Frieder Lucklum, Bernhard Jakoby,
"Principle of a Non-contact Liquid Level Sensor Using Electromagnetic-Acoustic Resonators"
, in OVE, in E und I - Elektrotechnik und Informationstechnik, Vol. 126, Nummer 1-2, Springer Verlag, Seite(n) 3-7, 2-2009, ISSN: 0932-383X
Original Titel:
Principle of a Non-contact Liquid Level Sensor Using Electromagnetic-Acoustic Resonators
Sprache des Titels:
Englisch
Original Kurzfassung:
Liquid level measurement is a key aspect for many applications in the processing industry, chemistry, and pharmaceutical industry to determine, e.g., the exact liquid volume in a reaction chamber. A large variety of measurement principles exist for these applications, ranging from mechanical, electrical, and optical methods to ultrasonic and radar measurements. However, many of these principles are not suitable for sensing very small amounts of liquid volume and liquid levels. Ultrasonic transducers allow for very precise measurements, where the sensitivity can be improved by increasing the operating frequency. In this contribution we introduce the concept of electromagnetic-acoustic resonators as the ultrasonic transducer. Here, we measure the changed frequency shifts and damping characteristics due to interference effects instead of the time-of-flight measurements usually employed.
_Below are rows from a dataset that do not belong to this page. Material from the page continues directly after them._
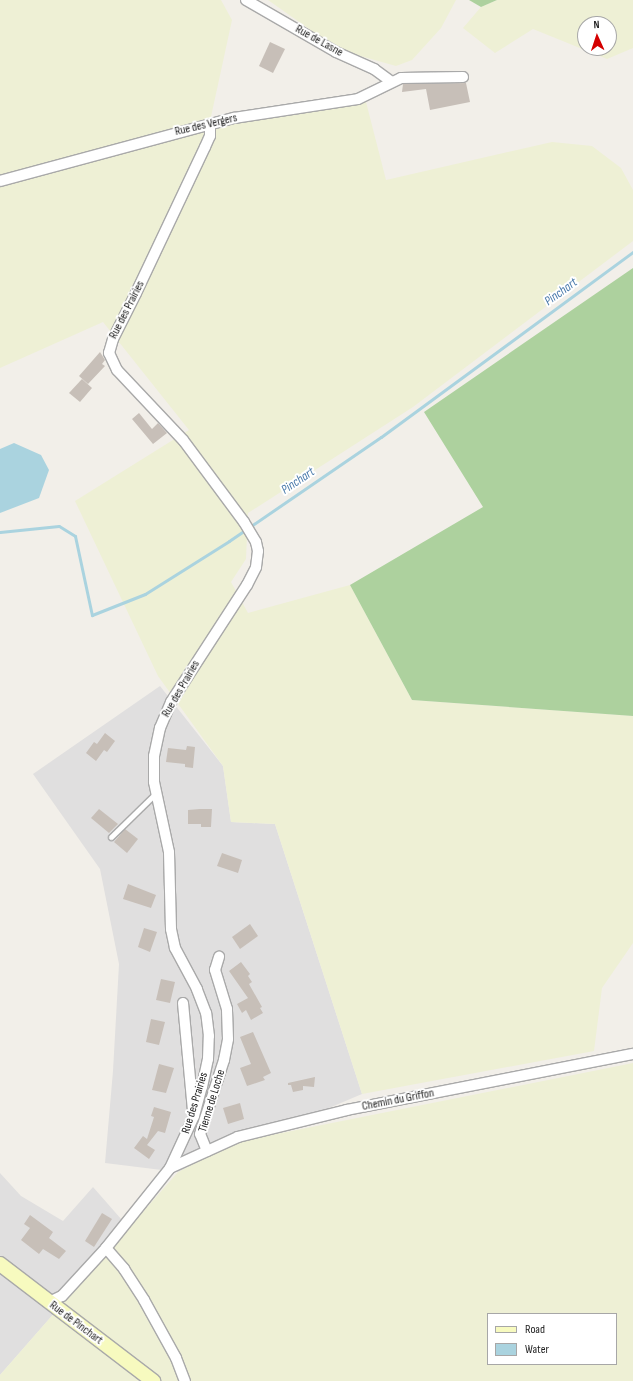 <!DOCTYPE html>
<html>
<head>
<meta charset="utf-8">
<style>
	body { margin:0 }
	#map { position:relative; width:633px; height:1381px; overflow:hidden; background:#f2efe9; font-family:"Sofia Sans Condensed",sans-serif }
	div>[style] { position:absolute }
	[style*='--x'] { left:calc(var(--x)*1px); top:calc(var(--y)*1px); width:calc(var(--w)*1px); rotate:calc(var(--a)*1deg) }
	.residential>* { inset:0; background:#e0dfdf }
	.farmland>* { inset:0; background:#eef0d5 }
	.forest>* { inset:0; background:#add19e }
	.water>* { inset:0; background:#aad3df }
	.stream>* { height:3px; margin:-1.5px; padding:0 1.5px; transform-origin:1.5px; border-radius:1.5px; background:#aad3df }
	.building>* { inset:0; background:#c7bfb8 }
	.roads { filter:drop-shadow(1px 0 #a9a9a9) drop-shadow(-1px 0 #a9a9a9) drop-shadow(0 1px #a9a9a9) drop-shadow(0 -1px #a9a9a9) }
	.service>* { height:5px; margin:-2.5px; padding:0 2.5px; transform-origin:2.5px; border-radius:2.5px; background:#fff }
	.minor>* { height:10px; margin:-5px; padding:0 5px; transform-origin:5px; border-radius:5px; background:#fff }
	.secondary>* { height:14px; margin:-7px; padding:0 7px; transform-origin:7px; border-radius:7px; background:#f7fabf }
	span { translate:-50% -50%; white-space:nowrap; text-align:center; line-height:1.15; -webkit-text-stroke:4px #fff; paint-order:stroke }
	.street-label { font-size:12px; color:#222 }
	.water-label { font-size:13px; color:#4a7aab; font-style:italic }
	.legend { position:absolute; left:487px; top:1313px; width:130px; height:52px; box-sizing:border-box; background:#fff; border:1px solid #a7a7a7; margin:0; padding:5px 7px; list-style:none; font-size:12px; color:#222 }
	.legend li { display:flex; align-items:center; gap:8px; height:20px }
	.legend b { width:20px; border:1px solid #a7a7a7 }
	.north { position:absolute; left:577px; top:16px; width:40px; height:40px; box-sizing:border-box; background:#fff; border:1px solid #a7a7a7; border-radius:50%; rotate:357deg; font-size:11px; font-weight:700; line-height:16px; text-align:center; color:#222 }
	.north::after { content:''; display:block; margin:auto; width:14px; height:18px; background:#d40000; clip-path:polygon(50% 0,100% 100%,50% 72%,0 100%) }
</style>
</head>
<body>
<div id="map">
	<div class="residential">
		<div style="clip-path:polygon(160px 686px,223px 766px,231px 822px,275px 824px,362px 1094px,178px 1172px,105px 1163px,113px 1071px,119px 964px,100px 869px,33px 774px)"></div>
		<div style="clip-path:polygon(0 1173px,21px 1196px,63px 1221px,93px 1187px,129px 1228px,0 1375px)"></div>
	</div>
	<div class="farmland">
		<div style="clip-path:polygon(0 0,221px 0,232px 20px,209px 126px,227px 125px,365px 98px,386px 180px,552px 142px,592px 146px,621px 168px,633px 190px,633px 241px,413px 407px,248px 513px,246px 559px,231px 582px,248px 613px,350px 585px,412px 700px,633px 716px,633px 943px,602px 988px,594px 1051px,362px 1094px,275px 824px,231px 822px,223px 766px,158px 676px,75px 501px,189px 430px,103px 322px,0 368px)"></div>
		<div style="clip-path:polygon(268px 0,456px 0,441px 28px,412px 60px,396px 66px,339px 50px)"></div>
		<div style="clip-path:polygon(evenodd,497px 0,633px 0,633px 48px,607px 59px,533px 29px,495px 53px,463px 28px,481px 7px,497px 0,585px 24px,609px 24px,609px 48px,585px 48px,585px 24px)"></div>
		<div style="clip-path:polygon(evenodd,633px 1063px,633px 1381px,0 1381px,0 1375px,178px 1172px,237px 1142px,633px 1063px,488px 1314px,616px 1314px,616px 1364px,488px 1364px,488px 1314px)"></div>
	</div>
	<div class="forest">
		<div style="clip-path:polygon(469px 0,497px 0,481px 7px)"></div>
		<div style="clip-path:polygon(633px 268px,633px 716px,412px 700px,350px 585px,483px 507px,424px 412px)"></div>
	</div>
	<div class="water">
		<div style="clip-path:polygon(14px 443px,41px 455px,49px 470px,39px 498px,0 513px,0 449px)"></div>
	</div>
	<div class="stream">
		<div style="--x:0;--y:532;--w:59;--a:-5.8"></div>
		<div style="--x:59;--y:526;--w:19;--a:32"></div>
		<div style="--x:75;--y:536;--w:81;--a:77.9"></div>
		<div style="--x:92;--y:615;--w:57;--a:-21.6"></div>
		<div style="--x:145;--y:594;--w:99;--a:-32.2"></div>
		<div style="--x:229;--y:541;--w:184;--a:-34.4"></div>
		<div style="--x:381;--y:437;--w:313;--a:-36.3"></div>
	</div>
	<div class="building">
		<div style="clip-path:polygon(270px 42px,285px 49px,273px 73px,259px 66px)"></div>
		<div style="clip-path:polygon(466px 83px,470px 102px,430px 110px,426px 89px,402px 92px,403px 84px)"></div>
		<div style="clip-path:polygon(100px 352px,105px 360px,102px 364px,105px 366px,88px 384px,79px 376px)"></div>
		<div style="clip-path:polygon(82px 379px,92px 388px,80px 402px,69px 393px)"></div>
		<div style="clip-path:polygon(139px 413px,152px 429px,158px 423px,167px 433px,153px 444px,132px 419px)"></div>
		<div style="clip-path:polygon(105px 733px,115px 741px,107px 752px,104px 750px,96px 761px,86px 753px,94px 742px,97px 744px)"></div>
		<div style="clip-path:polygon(187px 746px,195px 747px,193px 768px,185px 767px,185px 764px,166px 762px,168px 748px,186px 750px)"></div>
		<div style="clip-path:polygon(99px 809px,118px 824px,109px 833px,91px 818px)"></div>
		<div style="clip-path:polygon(200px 809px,212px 809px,211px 827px,201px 827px,201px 824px,188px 824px,188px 810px)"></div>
		<div style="clip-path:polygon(125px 829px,138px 839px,127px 853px,114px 842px)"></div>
		<div style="clip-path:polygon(222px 853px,242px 860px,238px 873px,217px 866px)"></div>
		<div style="clip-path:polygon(128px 884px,156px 895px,151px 908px,123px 899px)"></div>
		<div style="clip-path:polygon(250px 924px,258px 936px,240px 949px,232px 937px)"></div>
		<div style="clip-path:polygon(144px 928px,157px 932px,150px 952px,138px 947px)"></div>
		<div style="clip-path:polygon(241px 962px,250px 974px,248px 976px,252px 982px,249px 984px,262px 1007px,260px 1008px,263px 1013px,251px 1020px,246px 1010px,242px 1013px,237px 1004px,248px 998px,229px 971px)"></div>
		<div style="clip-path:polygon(161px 979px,175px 982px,170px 1003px,156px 1000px)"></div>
		<div style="clip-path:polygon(151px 1019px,165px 1022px,159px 1045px,146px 1042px)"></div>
		<div style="clip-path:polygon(253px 1032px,271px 1073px,263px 1077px,265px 1080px,247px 1086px,240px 1068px,251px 1064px,240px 1037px)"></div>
		<div style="clip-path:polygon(159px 1064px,174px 1068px,166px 1093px,152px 1090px)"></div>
		<div style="clip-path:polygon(315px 1077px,314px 1087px,303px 1086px,303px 1090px,293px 1092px,291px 1085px,288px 1085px,288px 1083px)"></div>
		<div style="clip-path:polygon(240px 1103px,244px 1119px,228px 1124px,223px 1108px)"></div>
		<div style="clip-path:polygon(154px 1107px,171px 1112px,165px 1133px,158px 1131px,147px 1145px,155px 1150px,149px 1159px,134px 1148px,143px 1136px,147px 1139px,154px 1117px,151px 1116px)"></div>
		<div style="clip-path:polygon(102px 1213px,112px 1219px,94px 1247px,85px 1241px)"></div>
		<div style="clip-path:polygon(30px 1215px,53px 1232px,49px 1238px,66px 1251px,59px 1259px,43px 1249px,39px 1254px,21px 1240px,30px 1228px,24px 1224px)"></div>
	</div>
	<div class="roads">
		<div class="service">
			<div style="--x:111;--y:837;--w:63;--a:-44.4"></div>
		</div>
		<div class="minor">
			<div style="--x:246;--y:0;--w:104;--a:30"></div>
			<div style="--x:336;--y:52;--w:42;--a:24.1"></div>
			<div style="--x:374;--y:69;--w:22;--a:36"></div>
			<div style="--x:0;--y:181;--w:242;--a:-15.1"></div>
			<div style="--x:234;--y:118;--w:125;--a:-8.7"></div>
			<div style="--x:358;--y:99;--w:48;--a:-26"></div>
			<div style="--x:401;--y:78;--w:62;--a:-0.9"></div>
			<div style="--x:183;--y:1003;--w:108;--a:84.7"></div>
			<div style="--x:207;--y:1151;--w:18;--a:-112"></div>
			<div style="--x:200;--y:1134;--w:78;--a:-72"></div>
			<div style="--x:224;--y:1060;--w:21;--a:-79"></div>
			<div style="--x:228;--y:1039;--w:30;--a:-92"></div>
			<div style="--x:227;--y:1009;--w:41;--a:-107.1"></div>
			<div style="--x:215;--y:970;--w:14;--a:-73"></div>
			<div style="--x:170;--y:1168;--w:75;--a:-24.5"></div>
			<div style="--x:238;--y:1137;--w:112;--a:-13.9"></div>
			<div style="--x:347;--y:1110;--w:291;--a:-11.1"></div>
			<div style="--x:106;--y:1248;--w:28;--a:49"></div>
			<div style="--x:124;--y:1269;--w:37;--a:57"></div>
			<div style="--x:144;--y:1300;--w:66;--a:61.1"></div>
			<div style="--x:176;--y:1358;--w:25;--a:69"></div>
			<div style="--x:49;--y:1302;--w:14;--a:-25"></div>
			<div style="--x:62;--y:1296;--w:65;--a:-47.5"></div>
			<div style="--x:106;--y:1248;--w:102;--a:-51.3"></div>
			<div style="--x:170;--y:1168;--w:57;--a:-65.2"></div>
			<div style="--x:194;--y:1116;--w:30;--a:-75"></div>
			<div style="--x:202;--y:1087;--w:29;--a:-78"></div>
			<div style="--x:208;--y:1059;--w:23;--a:-88"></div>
			<div style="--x:209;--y:1036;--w:23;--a:-97"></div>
			<div style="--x:206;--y:1013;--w:26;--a:-111"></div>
			<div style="--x:197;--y:989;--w:47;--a:-118.2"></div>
			<div style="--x:175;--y:948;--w:19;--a:-102"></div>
			<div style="--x:171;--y:929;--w:77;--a:-91.5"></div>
			<div style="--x:169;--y:852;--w:72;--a:-102.1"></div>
			<div style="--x:154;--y:782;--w:26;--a:-90"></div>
			<div style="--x:154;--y:756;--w:29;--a:-78"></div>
			<div style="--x:160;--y:728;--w:28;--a:-67"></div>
			<div style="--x:171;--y:702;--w:140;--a:-57"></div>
			<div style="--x:247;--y:585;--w:20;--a:-63"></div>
			<div style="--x:256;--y:567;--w:16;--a:-83"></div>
			<div style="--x:258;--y:551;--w:9;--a:-103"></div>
			<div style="--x:256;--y:542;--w:23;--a:-121"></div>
			<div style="--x:244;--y:522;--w:102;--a:-126.6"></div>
			<div style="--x:183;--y:440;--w:96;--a:-133.3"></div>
			<div style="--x:117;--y:370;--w:19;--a:-115"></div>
			<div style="--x:109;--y:353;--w:15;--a:-74"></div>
			<div style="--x:113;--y:339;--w:51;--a:-63.4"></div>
			<div style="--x:136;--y:293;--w:161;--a:-64.7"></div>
			<div style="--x:205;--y:147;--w:12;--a:-66"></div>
			<div style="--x:210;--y:136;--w:11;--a:-90"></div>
		</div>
		<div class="secondary">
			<div style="--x:0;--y:1264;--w:193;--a:37.4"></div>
		</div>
	</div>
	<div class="street-label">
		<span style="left:319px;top:41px;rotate:29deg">Rue de Lasne</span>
		<span style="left:206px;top:125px;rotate:-13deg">Rue des Vergers</span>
		<span style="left:127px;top:310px;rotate:-63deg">Rue des Prairies</span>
		<span style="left:181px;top:689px;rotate:-60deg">Rue des Prairies</span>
		<span style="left:398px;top:1100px;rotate:-11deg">Chemin du Griffon</span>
		<span style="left:212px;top:1101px;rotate:-73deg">Tienne de Loche</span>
		<span style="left:195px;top:1103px;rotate:-73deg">Rue des Prairies</span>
		<span style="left:76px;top:1323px;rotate:37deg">Rue de Pinchart</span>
	</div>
	<div class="water-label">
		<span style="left:561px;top:292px;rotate:-36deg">Pinchart</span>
		<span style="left:298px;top:481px;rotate:-34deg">Pinchart</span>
	</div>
	<ul class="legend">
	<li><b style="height:5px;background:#f7fabf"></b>Road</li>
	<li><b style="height:11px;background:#aad3df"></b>Water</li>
	</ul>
	<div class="north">N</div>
</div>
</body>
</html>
Our experiments show, that by using continuous, resonant excitation the achievable resolution is not limited by the wavelengths of the ultrasonic waves radiated into the liquid. We introduce an experimental setup consisting of a simple resonating element placed inside the fluidic chamber, which is remotely excited by a planar coil. We present an analytical model for the operation of these devices based on finite element simulations of the excited resonant mode shapes. The ability of electromagnetic-acoustic excitation to easily generate many different modes of vibration is also an advantage to simultaneously measure liquid level and other liquid properties.